§ **PROBLEM DETAILS**: Where a line below holds the string "content", that line goes into the answer.

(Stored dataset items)
------------

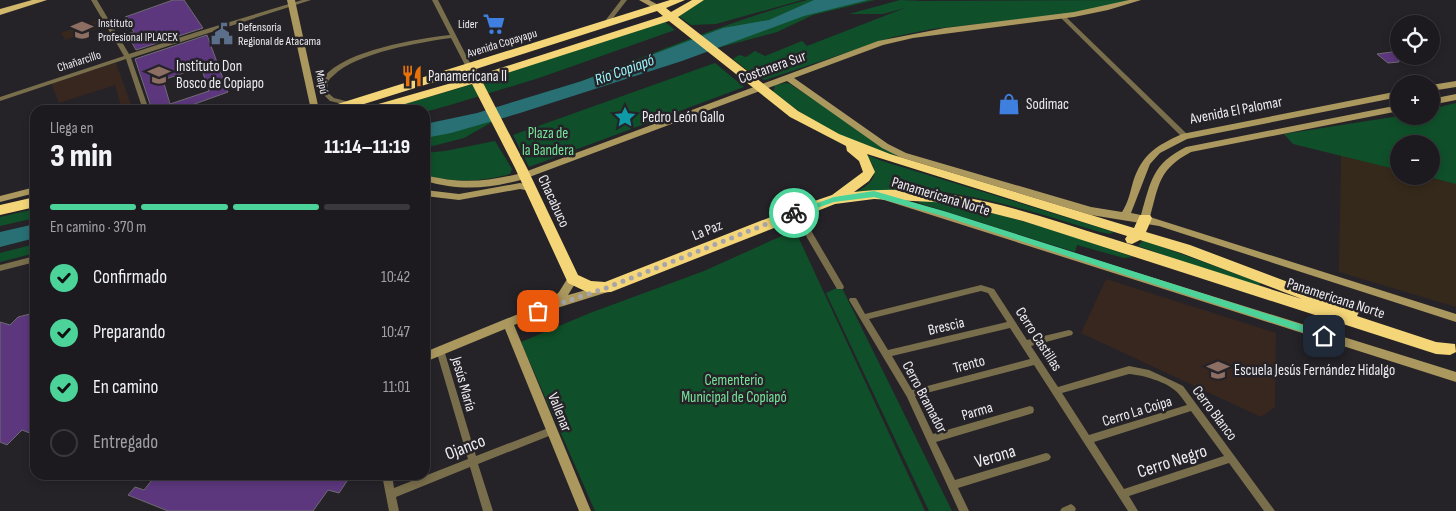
<!DOCTYPE html>
<html lang="es">
<meta charset="utf-8">
<style>
body{margin:0;font-family:"Sofia Sans Condensed",sans-serif;background:#29272b;color:#f1f3f6;height:100vh;display:flex;flex-direction:column;font-size:19px;white-space:nowrap}
*{box-sizing:border-box;margin:0}
p{font-size:16px;color:#a0a1a4}
.icon{flex:none;width:28px;height:28px;fill:none;stroke:currentColor;stroke-width:2;stroke-linecap:round;stroke-linejoin:round}
.map{position:relative;flex:1;overflow:hidden}
.side{position:absolute;left:30px;top:105px;width:400px;height:375px;display:flex;flex-direction:column;background:#1c1a1e;border-radius:15px;box-shadow:0 2px 8px #0003,0 0 0 1px #3a383c}
.side>*{flex:none}
.fabs{position:absolute;left:1390px;top:15px;display:grid;gap:10px}
.fabs a{display:grid;place-items:center;width:50px;height:50px;border-radius:50%;background:#1c1a1e;box-shadow:0 2px 8px #0003,0 0 0 1px #3a383c;font-size:25px}
.pin{position:absolute;display:grid;place-items:center;width:42px;height:42px;color:#fff;margin:-21px;border-radius:10px;box-shadow:0 2px 8px #0006}
.courier{position:absolute;display:grid;place-items:center;width:50px;height:50px;margin:-25px;border:4px solid #4cd39a;border-radius:50%;background:#fff;color:#222;box-shadow:0 1px 6px #0007}
.headline em{font-style:normal;font-weight:800}
.headline div{display:flex;flex-direction:column-reverse}
.headline{display:flex;align-items:center;justify-content:space-between;height:85px;padding:0 20px}
h1{font-size:32px;font-weight:800;line-height:38px}
.bar{display:grid;grid-template-columns:repeat(4,1fr);gap:8px 5px;align-content:center;height:60px;padding:0 20px}
.bar i{height:6px;border-radius:4px;background:#3a383c}
.bar .on{background:#4cd39a}
.bar p{grid-column:span 4}
ol{padding:0 20px;list-style:none}
li{display:flex;align-items:center;gap:15px;height:55px}
li p{margin-inline-start:auto}
li .icon{padding:5px;border-radius:50%;background:#4cd39a;color:#111;stroke-width:4}
li:last-child{color:#a0a1a4}
li i{width:28px;height:28px;border:2px solid #3a383c;border-radius:50%}
.map>svg:first-child{display:block}
.industrial{fill:#35291b}
.education{fill:#38271f}
.green{fill:#0f502a}
.water{fill:#287074}
.building{fill:#5c377d;stroke:#6e6b71;fill-rule:evenodd}
.lines{fill:none;stroke-linecap:round;stroke-linejoin:round}
.street{fill:#796e4b;fill-rule:evenodd}
.secondary{fill:#ab985e;fill-rule:evenodd}
.primary{fill:#d1b86c;fill-rule:evenodd}
.highway{fill:#f4d679;fill-rule:evenodd}
.route{fill:#4cd39a}
.done{stroke:#a7a5a9;stroke-width:5;stroke-dasharray:0 9}
.labels{text-anchor:middle;stroke-width:5;stroke-linejoin:round;paint-order:stroke}
.far-poi-label{font-size:12px;fill:#edebef;stroke:#252328;text-anchor:start}
.far-street-label{font-size:12px;fill:#edebef;stroke:#252328}
.poi-label{font-size:15px;fill:#edebef;stroke:#252328;text-anchor:start}
.street-label{font-size:15px;fill:#edebef;stroke:#252328}
.park-label{font-size:15px;fill:#76e59a;stroke:#252328}
.water-label{font-size:16px;font-style:italic;fill:#99f6fb;stroke:#252328}
.near-street-label{font-size:18px;fill:#edebef;stroke:#252328}
</style>
<div class="map">
<svg width="1456" height="511" viewBox="0 0 1456 511">
<rect width="100%" height="100%" fill="#252328"/>
<path class="industrial" d="M1341,155L1399,170V176H1425L1456,184V307L1339,272Z"/>
<g class="education">
<path d="M98,20L102,27L65,40L61,33Z"/>
<path d="M116,63L133,110H122L115,85L59,103L51,83Z"/>
<path d="M1106,279L1276,333L1275,407L1261,417L1081,333Z"/>
</g>
<g class="green">
<path d="M704,0H802L716,24L691,25L677,15Z"/>
<path d="M807,0H875L813,15L777,32L691,55L494,121L464,138L425,148V126C434,126 443,126 452,125C478,120 505,107 531,99C624,68 712,25 807,0Z"/>
<path d="M900,0L923,1L1130,0L1082,13L932,29L893,37L765,80L756,77L733,59L739,55L746,57L755,51L765,56L802,41L807,46L905,8L883,14H849Z"/>
<path d="M664,21L675,30L539,78L450,105L425,112L385,110L483,81Z"/>
<path d="M715,63L744,87L529,167L513,135Z"/>
<path d="M786,83L790,84L899,156C858,153 805,117 773,92L775,85Z"/>
<path d="M1456,103V184L1425,176H1431V144H1399V170L1293,144L1284,134L1399,116H1431V109Z"/>
<path d="M495,141L512,169L510,174C480,182 455,183 425,175V153L445,151Z"/>
<path d="M865,154L882,161L1114,232L1110,234L1100,232C1037,213 975,192 909,189C891,189 873,192 855,193C875,182 881,172 865,154Z"/>
<path d="M919,200C992,208 1063,233 1133,257L1124,258L1077,245L1075,252L919,203Z"/>
<path d="M35,209V218L0,226V217Z"/>
<path d="M795,230L925,511H595L521,342L590,313L704,271Z"/>
<path d="M1143,240L1261,283L1258,286L1241,282L1138,246Z"/>
<path d="M35,244V253L0,262V253Z"/>
<path d="M841,286L952,511H929L826,293Z"/>
</g>
<g class="water">
<path d="M814,0H868L804,16L682,61L520,113L451,133L425,138V124L477,113L582,81L723,28L769,20Z"/>
<path d="M35,224V238L0,247V232Z"/>
</g>
<g class="building">
<path d="M173,0H184L203,28L136,50L127,34L134,32L125,17Z"/>
<path d="M207,35L228,92L178,110H152L135,59ZM201,67L209,91L170,104L163,80Z"/>
<path d="M1399,51V62L1388,63L1377,54Z"/>
<path d="M30,314L35,316V435L22,430L7,445L0,442V322L10,325L18,317Z"/>
<path d="M156,475H351L339,493L328,490L313,511H168L128,495L135,487L144,490Z"/>
</g>
<g class="lines">
<g class="street">
<path d="M91,0H97L129,54L200,31L302,0H311L131,58L149,110H143L126,59L0,101V97L124,56Z"/>
<path d="M432,0H438L472,67L471,68H467L466,67L451,38C421,42 356,53 334,75C333,76 330,78 329,80C327,83 328,88 327,92L334,98L353,103V105L351,106L330,101L321,92C322,87 321,81 324,77C346,50 416,39 450,35Z"/>
<path d="M621,0H627L606,27H602V25Z"/>
<path d="M1063,15L1065,16L1187,134L1188,136L1187,138H1183L1061,18L1060,17Z"/>
<path d="M796,209L799,210L843,285L844,287L843,289H837L792,212Z"/>
<path d="M35,256V262L0,271V265Z"/>
<path d="M981,285L994,289L1027,340L1069,330L1072,331L1073,333L1072,335L1031,346L1058,387L1129,366L1149,370L1177,383L1183,386L1275,511H1264L1229,463L1129,496L1138,511H1128L1034,365L915,396L933,434L1030,406L1033,407L1034,410L1033,413L1030,414L936,442L955,480L1046,453L1049,454L1051,457L1049,460L1046,461L958,488L969,511H959L907,397L849,300L850,298H856L865,314ZM981,291L988,293L1007,322L888,350L869,319ZM1010,328L1030,359L912,390L892,356ZM1129,374C1143,375 1167,382 1177,392C1181,396 1184,401 1187,405L1089,435L1062,393ZM1191,411L1224,456L1124,489L1094,442Z"/>
<path d="M440,346L443,348L444,350L476,456L551,427L554,428L555,431L554,434L478,464L493,511H483L470,467L396,497L399,511H389L382,475H392L394,488L468,459L436,350L437,348Z"/>
<path d="M1071,504L1074,506L1076,509L1075,511H1060L1062,508Z"/>
</g>
<g class="secondary">
<path d="M287,0H295L319,110H311Z"/>
<path d="M639,0H649L664,8L663,10H657Z"/>
<path d="M1129,0H1141L1108,10L1074,17L913,38L883,45L794,78L888,144L906,153L1091,207L1122,212C1128,203 1130,193 1133,182C1142,154 1156,146 1182,134L1399,91V97L1187,139L1160,153L1150,164L1131,213L1141,215C1151,181 1152,164 1186,147L1399,105V111L1191,152C1159,169 1159,184 1150,217L1456,314V322L1159,226L1091,215L900,157L882,148L787,81L524,179C488,189 461,191 425,181V175C460,184 487,182 522,173L878,41L945,28L1074,12Z"/>
<path d="M1456,81V87L1431,91V85Z"/>
<path d="M1456,94V100L1431,105V99Z"/>
<path d="M520,183L533,186L535,188L530,191L520,189L459,200L425,196V190L459,194Z"/>
<path d="M35,187V193L0,202V196Z"/>
<path d="M884,194L1456,372V382L881,199L879,197L881,195Z"/>
<path d="M573,275L577,276L578,279L568,295L604,285L608,286L609,289L608,292L557,308L514,325L591,511H579L505,329L425,362V352L550,301L559,292L569,276Z"/>
</g>
<path class="primary" d="M32,0H47L0,15V9Z"/>
<g class="highway">
<path d="M670,0H685L666,8L671,12L692,0H704L678,17L798,111L839,134L890,154L1134,228L1140,215H1150L1152,218L1146,232L1190,245L1357,308L1359,312L1357,316L1436,342L1455,344L1456,352L1450,355L1436,354L1023,221L952,203L874,199L835,204L611,292L589,293L568,283L515,168L472,84L385,110H366L368,107L469,78L466,72L345,110H326L328,107ZM657,11L663,16L479,75L476,69ZM669,21L790,117L846,146L847,151L859,161L863,172L832,195L791,209L605,282L591,281L578,275L527,168L482,81ZM867,154L1127,236L1125,239L1127,243L1132,244L1140,240L1181,253L1302,299C1238,279 1174,258 1110,238C1027,212 942,181 854,192L869,181L875,172Z"/>
<path d="M35,197V207L0,215V205Z"/>
</g>
</g>
<path class="route" d="M874,191L947,212L1324,332L1329,336L1324,339L943,216L874,197L834,202L794,216L790,213L834,197Z"/>
<g class="lines">
<path class="done" d="M538,311L606,288L794,213"/>
</g>
<defs>
<g id="supermarket-bare" transform="scale(1.725)"><path d="M-6-5.5h2.5l.6 2H6L4.5 2H-2.5L-4.4-4H-6ZM-1.5 3.2a1.3 1.3 0 1 0 .1 0ZM3 3.2a1.3 1.3 0 1 0 .1 0Z" fill="#3f7fe0" stroke="#252328" stroke-width="2.5" paint-order="stroke"/></g>
<g id="university-bare" transform="scale(1.725)"><path d="M0-5L7-2L0 1L-7-2ZM-4 1L0 2.5L4 1V4Q0 6-4 4Z" fill="#8d6e63" stroke="#252328" stroke-width="2.5" paint-order="stroke"/></g>
<g id="civic-bare" transform="scale(1.725)"><path d="M-.6-6.5H3V-4.5H.6V-3L4-1V1h2V6H-6V1h2V-1L-.6-3ZM-1.2 2.5V6h2.4V2.5Z" fill="#5c6f8a" stroke="#252328" stroke-width="2.5" paint-order="stroke"/></g>
<g id="school-bare" transform="scale(1.725)"><path d="M0-5L7-2L0 1L-7-2ZM-4 1L0 2.5L4 1V4Q0 6-4 4Z" fill="#8d6e63" stroke="#252328" stroke-width="2.5" paint-order="stroke"/></g>
<g id="restaurant-bare" transform="scale(1.725)"><path d="M-5-6h1v4h1v-4h1v4h1v-4h1v5L-1.5 .5V6h-2V.5L-5-1ZM5-6V6H3V1.5H1.5Q1.5-4 5-6Z" fill="#e8710a" stroke="#252328" stroke-width="2.5" paint-order="stroke"/></g>
<g id="shop-bare" transform="scale(1.725)"><path d="M-5-2.5h2.3a2.7 3.5 0 0 1 5.4 0H5L5.5 6h-11ZM-1.5-2.5h3a1.5 2.3 0 0 0-3 0Z" fill="#3f7fe0" stroke="#252328" stroke-width="2.5" paint-order="stroke"/></g>
<g id="sight-bare" transform="scale(1.725)"><path d="M0-6L1.8-2.2L6-1.7L2.9 1.2L3.7 5.4L0 3.3L-3.7 5.4L-2.9 1.2L-6-1.7L-1.8-2.2Z" fill="#0f9aa8" stroke="#252328" stroke-width="2.5" paint-order="stroke"/></g>
</defs>
<g fill-rule="evenodd">
<use href="#supermarket-bare" x="494" y="24"/>
<use href="#university-bare" x="82" y="30"/>
<use href="#civic-bare" x="222" y="34"/>
<use href="#school-bare" x="159" y="75"/>
<use href="#restaurant-bare" x="412" y="76"/>
<use href="#shop-bare" x="1009" y="104"/>
<use href="#sight-bare" x="625" y="117"/>
<use href="#school-bare" x="1218" y="370"/>
</g>
<g class="labels">
<g class="far-poi-label">
<text x="98" y="27">Instituto<tspan x="98" dy="14">Profesional IPLACEX</tspan></text>
<text x="478" y="28" text-anchor="end">Lider</text>
<text x="238" y="31">Defensoria<tspan x="238" dy="14">Regional de Atacama</tspan></text>
</g>
<g class="far-street-label">
<text transform="translate(502 43) rotate(-17)" y="4">Avenida Copayapu</text>
<text transform="translate(79 61) rotate(-18)" y="4">Chañarcillo</text>
<text transform="translate(322 82) rotate(78)" y="4">Maipú</text>
</g>
<g class="poi-label">
<text x="176" y="71">Instituto Don<tspan x="176" dy="17">Bosco de Copiapo</tspan></text>
<text x="428" y="81">Panamericana II</text>
<text x="1026" y="109">Sodimac</text>
<text x="642" y="122">Pedro León Gallo</text>
<text x="1234" y="375">Escuela Jesús Fernández Hidalgo</text>
</g>
<g class="street-label">
<text transform="translate(772 67) rotate(-20)" y="5">Costanera Sur</text>
<text transform="translate(1236 110) rotate(-11)" y="5">Avenida El Palomar</text>
<text transform="translate(941 196) rotate(17)" y="5">Panamericana Norte</text>
<text transform="translate(554 201) rotate(65)" y="5">Chacabuco</text>
<text transform="translate(707 230) rotate(-22)" y="5">La Paz</text>
<text transform="translate(1336 298) rotate(18)" y="5">Panamericana Norte</text>
<text transform="translate(946 326) rotate(-13)" y="5">Brescia</text>
<text transform="translate(1039 339) rotate(57)" y="5">Cerro Castillas</text>
<text transform="translate(969 364) rotate(-15)" y="5">Trento</text>
<text transform="translate(464 384) rotate(74)" y="5">Jesús María</text>
<text transform="translate(925 397) rotate(62)" y="5">Cerro Bramador</text>
<text transform="translate(977 411) rotate(-16)" y="5">Parma</text>
<text transform="translate(1137 411) rotate(-17)" y="5">Cerro La Coipa</text>
<text transform="translate(560 412) rotate(68)" y="5">Vallenar</text>
<text transform="translate(1215 413) rotate(53)" y="5">Cerro Blanco</text>
</g>
<g class="park-label">
<text x="548" y="138">Plaza de<tspan x="548" dy="17">la Bandera</tspan></text>
<text x="734" y="385">Cementerio<tspan x="734" dy="17">Municipal de Copiapó</tspan></text>
</g>
<g class="water-label">
<text transform="translate(624 69) rotate(-20)" y="6">Río Copiapó</text>
</g>
<g class="near-street-label">
<text transform="translate(465 447) rotate(-21)" y="6">Ojanco</text>
<text transform="translate(995 456) rotate(-17)" y="6">Verona</text>
<text transform="translate(1172 461) rotate(-18)" y="6">Cerro Negro</text>
</g>
</g>
</svg>
<div class="fabs">
<a><svg class="icon" aria-label="locate" viewBox="0 0 24 24"><circle cx="12" cy="12" r="6"/><path d="M12 2v4M12 18v4M2 12h4M18 12h4"/></svg></a>
<a>+</a>
<a>−</a>
</div>
<div class="pin" style="left:538px;top:311px;background:#ea580c"><svg class="icon" aria-label="bag" viewBox="0 0 24 24"><path d="M5 8h14l-1 12H6zM9 8a3 3 0 0 1 6 0"/></svg></div>
<div class="pin" style="left:1324px;top:336px;background:#1f2937"><svg class="icon" aria-label="home" viewBox="0 0 24 24"><path d="M3 11l9-7 9 7M6 9v11h12V9"/></svg></div>
<div class="courier" style="left:794px;top:213px"><svg class="icon" aria-label="bike" viewBox="0 0 24 24"><circle cx="6" cy="16" r="4"/><circle cx="18" cy="16" r="4"/><path d="M6 16l4-8h5l3 8M10 8l3 8H6M13 5h3"/></svg></div>
<section class="side">
<div class="headline"><div><h1>3 min</h1><p>Llega en</p></div><em>11:14–11:19</em></div>
<div class="bar"><i class="on"></i><i class="on"></i><i class="on"></i><i></i><p>En camino · 370 m</p></div>
<ol>
<li><svg class="icon" aria-label="check" viewBox="0 0 24 24"><path d="M5 12l5 5 9-10"/></svg>Confirmado<p>10:42</p></li>
<li><svg class="icon" aria-label="check" viewBox="0 0 24 24"><path d="M5 12l5 5 9-10"/></svg>Preparando<p>10:47</p></li>
<li><svg class="icon" aria-label="check" viewBox="0 0 24 24"><path d="M5 12l5 5 9-10"/></svg>En camino<p>11:01</p></li>
<li><i></i>Entregado</li>
</ol>
</section>
</div>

------------

§ **SOLUTION TO THE EXERCISE**:
.headline{display:flex;align-items:center;justify-content:space-between;height:85px;padding:0 20px}
.bar{display:grid;grid-template-columns:repeat(4,1fr);gap:8px 5px;align-content:center;height:60px;padding:0 20px}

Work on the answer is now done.